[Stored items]
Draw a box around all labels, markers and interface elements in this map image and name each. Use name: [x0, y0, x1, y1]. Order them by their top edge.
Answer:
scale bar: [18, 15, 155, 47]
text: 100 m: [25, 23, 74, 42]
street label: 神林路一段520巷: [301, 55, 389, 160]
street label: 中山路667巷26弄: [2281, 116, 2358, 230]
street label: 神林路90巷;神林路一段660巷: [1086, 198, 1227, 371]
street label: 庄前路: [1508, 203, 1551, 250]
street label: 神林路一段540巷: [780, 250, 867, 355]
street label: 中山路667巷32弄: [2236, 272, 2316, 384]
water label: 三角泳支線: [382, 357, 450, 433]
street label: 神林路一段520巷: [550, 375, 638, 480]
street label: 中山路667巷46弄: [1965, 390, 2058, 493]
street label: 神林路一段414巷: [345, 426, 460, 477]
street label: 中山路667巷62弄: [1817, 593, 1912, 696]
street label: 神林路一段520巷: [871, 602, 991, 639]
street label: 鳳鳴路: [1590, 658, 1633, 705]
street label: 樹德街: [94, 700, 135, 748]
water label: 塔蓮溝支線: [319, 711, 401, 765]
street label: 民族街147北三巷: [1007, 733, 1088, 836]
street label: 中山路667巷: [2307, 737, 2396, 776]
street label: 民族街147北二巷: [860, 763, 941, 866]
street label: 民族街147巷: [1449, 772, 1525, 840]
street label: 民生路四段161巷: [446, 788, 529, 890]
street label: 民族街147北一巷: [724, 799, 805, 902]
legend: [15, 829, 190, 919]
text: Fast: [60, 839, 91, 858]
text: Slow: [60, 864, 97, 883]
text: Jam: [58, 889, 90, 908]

TASK BRIEF:
All of the entries above should be output exactly as they are.

EXERCISE ANSWER:
Draw a box around all labels, markers and interface elements in this map image and name each. Use name: [x0, y0, x1, y1]. Order them by their top edge.
Answer:
scale bar: [18, 15, 155, 47]
text: 100 m: [25, 23, 74, 42]
street label: 神林路一段520巷: [301, 55, 389, 160]
street label: 中山路667巷26弄: [2281, 116, 2358, 230]
street label: 神林路90巷;神林路一段660巷: [1086, 198, 1227, 371]
street label: 庄前路: [1508, 203, 1551, 250]
street label: 神林路一段540巷: [780, 250, 867, 355]
street label: 中山路667巷32弄: [2236, 272, 2316, 384]
water label: 三角泳支線: [382, 357, 450, 433]
street label: 神林路一段520巷: [550, 375, 638, 480]
street label: 中山路667巷46弄: [1965, 390, 2058, 493]
street label: 神林路一段414巷: [345, 426, 460, 477]
street label: 中山路667巷62弄: [1817, 593, 1912, 696]
street label: 神林路一段520巷: [871, 602, 991, 639]
street label: 鳳鳴路: [1590, 658, 1633, 705]
street label: 樹德街: [94, 700, 135, 748]
water label: 塔蓮溝支線: [319, 711, 401, 765]
street label: 民族街147北三巷: [1007, 733, 1088, 836]
street label: 中山路667巷: [2307, 737, 2396, 776]
street label: 民族街147北二巷: [860, 763, 941, 866]
street label: 民族街147巷: [1449, 772, 1525, 840]
street label: 民生路四段161巷: [446, 788, 529, 890]
street label: 民族街147北一巷: [724, 799, 805, 902]
legend: [15, 829, 190, 919]
text: Fast: [60, 839, 91, 858]
text: Slow: [60, 864, 97, 883]
text: Jam: [58, 889, 90, 908]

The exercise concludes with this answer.